I can no longer type in Querty, though I have no trouble using swipe keyboards on phones. I'm a faster typer now.

But the real benefit is that it no longer hurts to type. Typing in Querty hurt my hands after a while to the point where I couldn't type or use a mouse. Typing in Colemak fixed that, even though most of my work is on my non-ergonomic Macbook keyboard.

Everyone thinks I'm crazy. "Just use qwerty, don't be weird. My hands are fine."

But the pain after a few hours typing was horrible, until I moved to Colemak.

This feels like over fitting if it's not allowed to make basic changes like a capslock being control when held and escape when used on its own.

There's a bunch of things like that which would have a bigger impact if they could be measured but are ignored by this methodology.

I use standard Dvorak, but thumb keys are the real game changer (the Kinesis introduced me to them) so CMD keys that act as backspace and enter when used alone are good, as is using space as a shift key to get numbers and symbols.

Two keys (j+k) at once for esc and : and home row mods are other quantum leaps.

Oh and the data is from non-ortholinear keyboards, so will be skewed for non staggered keyboards.

(comment deleted)
CarpalX [1] is also a keyboard modeling approach that includes typing effort and corpus loading. I would love to hear about the difference in typing effort modeling and approach for CarpalX.

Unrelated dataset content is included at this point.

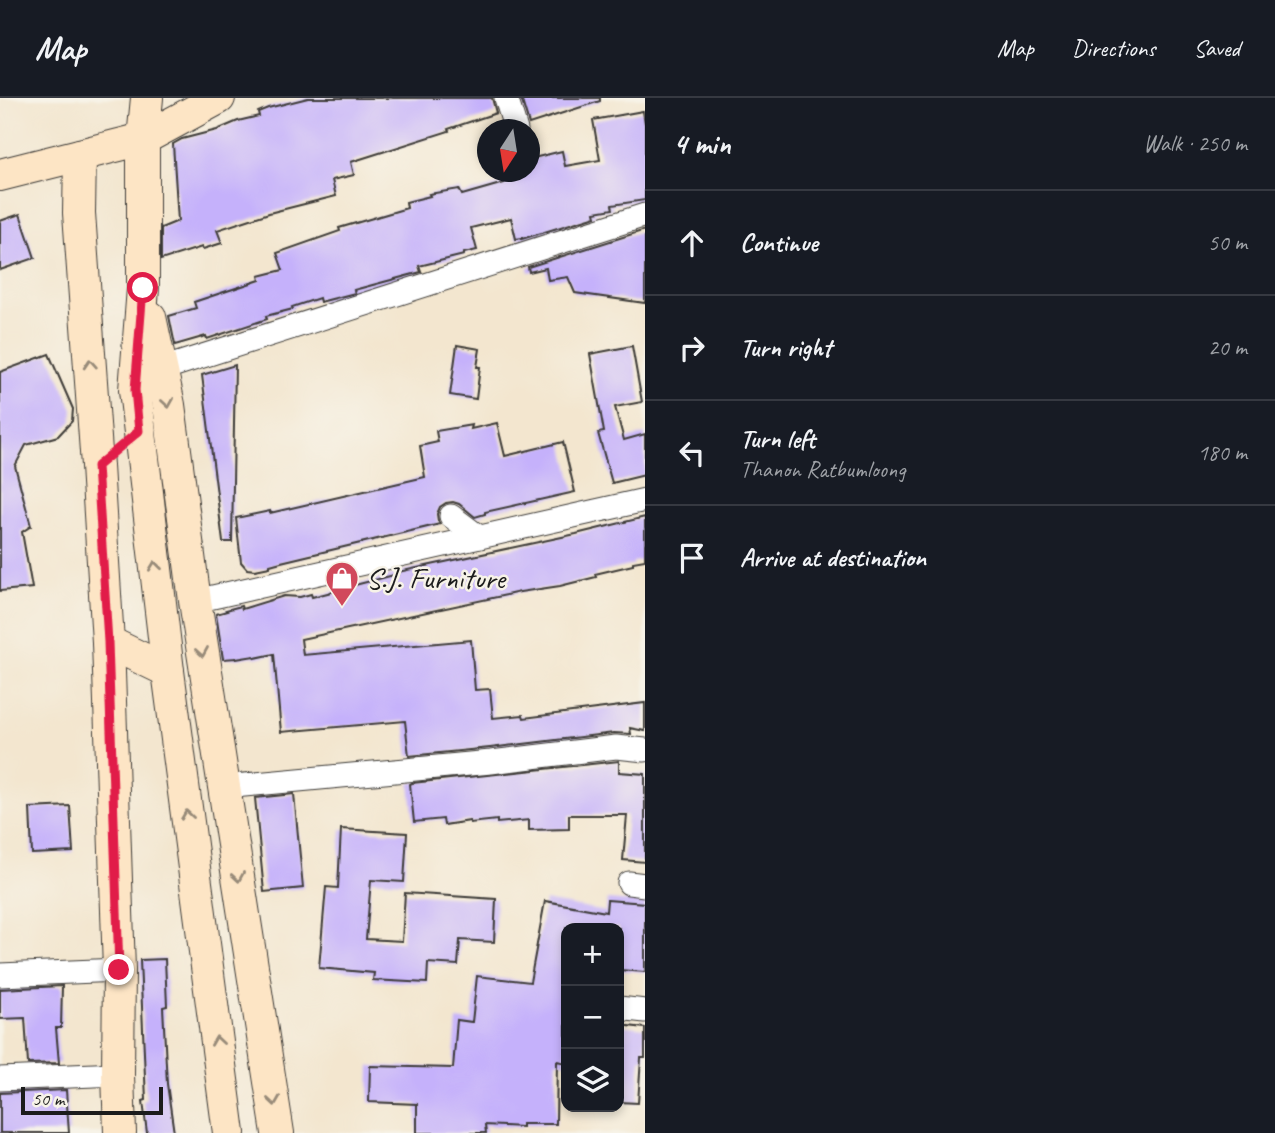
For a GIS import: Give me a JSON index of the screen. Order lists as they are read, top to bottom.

CarpalX is a linear parametrized model with configurable parameters and weights for different types of strokes, so you can weigh the effort. You on the otherhand have made measurements of your hand movement. Very impressive and valuable! In the explainer [2] you mention the datasets briefly skipping over specifics:

- Are the hand-movement metrics a measurement of the center of the hand from an video-based object detector?

- Do you have individual finger detection too (doubt it is very precise due to occlusion)? My guess is relative hand movement is a good approximation of overall finger movement though.

- Any typing effort model based on this data will not be applicable to ortholinear or alternative layout boards such as a split hand (Ergodox, Corne, Moonlander or Plank).

- You briefly mention removing any manually determined effort-based objectives (like those in CarpalX) from the genetic algorithm optimization. You say they are highly similar to the purely trigram data-driven approach, but I am still very curious to see the results with these objectives included.

I am not trying to put you down though: It is still very commendable to research a better layout for the most common staggered 60% lay-out. I have been keylogging myself for three years now and will definitely try out your approach though, looks very promising!

1. http://mkweb.bcgsc.ca/carpalx/

2. https://www.youtube.com/watch?v=pZ40gmfDFfQ

An interesting related project is the AdNW (http://www.adnw.de/) layout, which was created by defining metrics based on Dvorak’s ideas and running a genetic optimization algorithm on a corpus of German (50%) and English (50%) text.

The symbol layers were copied from the Neo2 layout, which afaik were arranged manually.

why does it not use the thumbs
Because it's designed to be used on existing hardware, where the spacebar is really big and taking up the space where thumb keys would be, and where there's no row of keys below that.